A recession means a period of decline in economic activities which is shown by a reduction of real national output. When there is decline of output for two consecutive years, it is technically referred as a recession.

CHARACTERISTICS OF A RECESSION

  • Declining demand for output leading to higher levels of spare productive capacity
  • A sharp fall in business confidence & profits
  • A decrease in fixed capital investment spending because there is insufficient demand to justify new capital projects
  • De-stocking and heavy price discounting – this leads to lower inflation
  • Reduced inflationary pressure in the labour market as unemployment rises
  • Falling demand for imports
  • Increased government borrowing
  • Businesses will reduce production levels as they find it difficult to sell their goods and services.
  • In order to sustain growth, businesses will cut cost and will lay off employees.
  • Economy will see an increased rate of retrenchment and more money is spent by the government on unemployment benefit.
  • Government will get less revenue from income tax and VAT.
  • Stock exchanges will see reduced activity.

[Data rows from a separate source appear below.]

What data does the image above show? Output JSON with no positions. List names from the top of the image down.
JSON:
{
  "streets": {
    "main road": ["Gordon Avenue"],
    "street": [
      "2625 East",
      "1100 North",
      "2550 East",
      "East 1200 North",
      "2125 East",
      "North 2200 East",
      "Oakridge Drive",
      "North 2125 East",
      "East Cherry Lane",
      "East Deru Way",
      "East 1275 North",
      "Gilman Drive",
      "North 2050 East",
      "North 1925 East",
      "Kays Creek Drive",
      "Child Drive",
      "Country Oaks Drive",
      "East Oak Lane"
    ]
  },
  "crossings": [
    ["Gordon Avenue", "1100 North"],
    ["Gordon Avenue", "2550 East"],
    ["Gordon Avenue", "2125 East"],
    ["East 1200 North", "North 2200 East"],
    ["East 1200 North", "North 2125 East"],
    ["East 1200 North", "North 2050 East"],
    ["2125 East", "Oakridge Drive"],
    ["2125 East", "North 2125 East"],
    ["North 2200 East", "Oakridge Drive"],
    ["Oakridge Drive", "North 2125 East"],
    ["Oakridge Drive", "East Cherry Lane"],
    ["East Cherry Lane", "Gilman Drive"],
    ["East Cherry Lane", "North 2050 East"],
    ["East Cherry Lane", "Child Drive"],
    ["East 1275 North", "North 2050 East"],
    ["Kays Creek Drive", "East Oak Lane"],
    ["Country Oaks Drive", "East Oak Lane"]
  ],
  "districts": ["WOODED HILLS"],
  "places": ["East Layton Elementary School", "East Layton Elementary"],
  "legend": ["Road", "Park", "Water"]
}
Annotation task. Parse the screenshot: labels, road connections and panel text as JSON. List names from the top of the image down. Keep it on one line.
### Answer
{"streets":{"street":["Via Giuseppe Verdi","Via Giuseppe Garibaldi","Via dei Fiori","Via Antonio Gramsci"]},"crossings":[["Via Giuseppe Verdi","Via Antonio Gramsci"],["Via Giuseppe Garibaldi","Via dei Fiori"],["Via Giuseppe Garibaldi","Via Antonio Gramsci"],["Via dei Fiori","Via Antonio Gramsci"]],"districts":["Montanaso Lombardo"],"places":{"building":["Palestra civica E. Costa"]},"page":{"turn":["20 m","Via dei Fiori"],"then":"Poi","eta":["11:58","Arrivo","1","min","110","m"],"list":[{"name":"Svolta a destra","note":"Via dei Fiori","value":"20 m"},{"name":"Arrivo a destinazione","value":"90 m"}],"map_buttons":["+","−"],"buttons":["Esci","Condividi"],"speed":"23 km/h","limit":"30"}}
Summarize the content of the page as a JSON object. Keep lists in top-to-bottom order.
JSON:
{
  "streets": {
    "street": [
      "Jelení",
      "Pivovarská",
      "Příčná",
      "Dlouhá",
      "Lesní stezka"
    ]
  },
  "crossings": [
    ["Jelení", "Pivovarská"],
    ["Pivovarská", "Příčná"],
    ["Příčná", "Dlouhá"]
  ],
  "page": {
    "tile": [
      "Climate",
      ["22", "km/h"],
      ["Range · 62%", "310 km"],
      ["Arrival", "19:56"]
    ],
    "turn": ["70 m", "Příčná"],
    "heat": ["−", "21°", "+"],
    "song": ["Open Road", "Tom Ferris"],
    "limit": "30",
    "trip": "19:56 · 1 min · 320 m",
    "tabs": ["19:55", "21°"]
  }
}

A recession can happen due to a reduction in aggregate demand which could be the result of the following factors:
1. Higher interest rates which reduce borrowing and investment
2. Falling real wages
3. Falling consumer confidence
4. Credit crunch which causes a decline in bank lending and therefore lower investment.
5. A period of deflation. Falling prices often encourage people to delay spending. Also deflation increases the real 6. value of debt causing debtors to be worse off.
7. Appreciation in exchange rate which makes exports expensive and reduces demand for exports.

Recession can also happen due to a reduction in the aggregate supply. It is referred as supply-side shocks.

A few examples of things which could cause a reduction in aggregate supply are:
1. Higher crude oil and gas prices – leading to increased input costs, driving inflation higher and causing a fall in real incomes for households (less consumption) and a fall in profits for businesses (less investment and possible employment cut-backs) – this is known as stagflation.
2. Higher prices for metals and other non-fuel inputs .
3. Surge in foodstuff prices which increase costs and lower profits for food manufacturers.
4. Other inflationary effects globally such as a sharp rise in inflation in the USA or China, leading to a burst of imported inflation .
5. If wages remain sticky there is a danger of a wage-price spiral emerging.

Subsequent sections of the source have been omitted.